トランプ関税のもとでもインドの製造は不可能

アップル、iPhone 20周年記念モデルは中国製か。「非常に複雑」な設計のため

Image:fireFX/Shutterstock.com

アップルが米国向けのiPhone製造のほぼ全てを2027年までに中国からインドへ移す一方で、iPhone20周年記念モデルは中国で製造される見通しであると、著名ジャーナリストが主張している。

米ReutersBloombergは、アップルがトランプ政権下の関税や地政学的リスクを受け、中国中心の生産体制からのシフトを加速していると報じている。インドでのiPhone年間生産台数を、2025年3月までの4000万台強から約2倍の8000万台以上に増やすことを目指しているとのことだ。

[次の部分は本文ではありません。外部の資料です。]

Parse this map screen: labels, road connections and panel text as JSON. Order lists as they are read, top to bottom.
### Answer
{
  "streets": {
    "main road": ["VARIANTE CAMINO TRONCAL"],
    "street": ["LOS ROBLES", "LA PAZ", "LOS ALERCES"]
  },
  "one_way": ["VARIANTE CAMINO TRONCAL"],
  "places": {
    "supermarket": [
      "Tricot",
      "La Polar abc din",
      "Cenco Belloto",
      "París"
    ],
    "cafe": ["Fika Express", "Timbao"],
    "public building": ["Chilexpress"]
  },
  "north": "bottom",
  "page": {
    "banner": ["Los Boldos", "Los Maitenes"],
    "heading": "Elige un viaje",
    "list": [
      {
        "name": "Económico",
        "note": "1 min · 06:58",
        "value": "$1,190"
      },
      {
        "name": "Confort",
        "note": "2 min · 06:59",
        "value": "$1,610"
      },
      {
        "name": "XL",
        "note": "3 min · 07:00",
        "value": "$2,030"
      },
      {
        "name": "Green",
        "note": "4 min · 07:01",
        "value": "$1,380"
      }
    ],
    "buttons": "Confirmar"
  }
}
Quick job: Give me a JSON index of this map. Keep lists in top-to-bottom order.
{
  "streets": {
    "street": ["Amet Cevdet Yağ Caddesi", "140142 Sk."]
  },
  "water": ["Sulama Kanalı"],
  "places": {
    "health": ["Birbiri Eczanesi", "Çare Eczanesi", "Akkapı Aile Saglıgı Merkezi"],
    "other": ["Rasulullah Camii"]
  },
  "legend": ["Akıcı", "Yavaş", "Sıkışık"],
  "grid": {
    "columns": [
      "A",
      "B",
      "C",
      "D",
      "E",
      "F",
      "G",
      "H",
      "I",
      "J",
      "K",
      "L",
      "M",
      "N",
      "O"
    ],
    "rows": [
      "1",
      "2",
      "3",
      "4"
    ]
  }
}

そんななか、同社の内情に詳しいBloombergのMark Gurman記者は、iPhone20周年を記念する2つのモデルは「非常に複雑」であり、新たな部品や製造技術が必要なため、中国国外でそれらを製造できる確実性は全くないと述べている。少なくとも「2027年までには絶対に無理」とのことだ。

これまでアップルの主要な新製品はまず中国で製造され、その後インドなど他の拠点での製造が数か月遅れて始まっていた。インド製と中国製が同時に世界で発売されたのは、iPhone 15/iPhone 15 Plusが初めてであり、iPhone 15 Proモデルは中国での生産が先行していた。

たとえば2023年時点で、インド工場においてiPhoneの筐体を製造した際、歩留まりが50%程度に留まり、半分しかアップルの厳格な品質基準を満たせなかったとする報道もあり、両国の技術水準や生産効率には依然として格差があるようだ。

これら20周年記念モデルについて、以前Gurman氏は折りたたみ式iPhoneと、よりガラスを多用した大胆なProモデルだと報じていた。前者は本のようなデザインで横方向に折りたたみ、iPad miniと同程度の画面サイズ(約7.74インチ)との仕様が噂されている。その価格はiPhone 16 Pro Maxの約2倍とも予想されており、高水準の品質も求められるだろう。

もしもトランプ関税が一過性のものではなく数年続くことになれば、米国でのiPhoneの最終的な価格に転嫁されるのは避けがたい。インドへの関税は26%で、中国への145%よりは低いが、折りたたみiPhoneのような高額製品では顕著な負担になる可能性もある。